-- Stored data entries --

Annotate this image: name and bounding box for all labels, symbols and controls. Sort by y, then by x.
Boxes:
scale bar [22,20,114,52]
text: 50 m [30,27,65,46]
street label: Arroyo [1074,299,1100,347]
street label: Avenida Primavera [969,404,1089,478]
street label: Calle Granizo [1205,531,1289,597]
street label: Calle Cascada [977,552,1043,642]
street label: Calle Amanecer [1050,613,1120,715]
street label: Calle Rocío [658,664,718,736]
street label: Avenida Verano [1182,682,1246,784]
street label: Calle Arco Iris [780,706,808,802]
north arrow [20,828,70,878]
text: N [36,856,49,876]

-- Problem to work on --
The records above are to be duplicated in full and exactly.

-- Task response --
Annotate this image: name and bounding box for all labels, symbols and controls. Sort by y, then by x.
Boxes:
scale bar [22,20,114,52]
text: 50 m [30,27,65,46]
street label: Arroyo [1074,299,1100,347]
street label: Avenida Primavera [969,404,1089,478]
street label: Calle Granizo [1205,531,1289,597]
street label: Calle Cascada [977,552,1043,642]
street label: Calle Amanecer [1050,613,1120,715]
street label: Calle Rocío [658,664,718,736]
street label: Avenida Verano [1182,682,1246,784]
street label: Calle Arco Iris [780,706,808,802]
north arrow [20,828,70,878]
text: N [36,856,49,876]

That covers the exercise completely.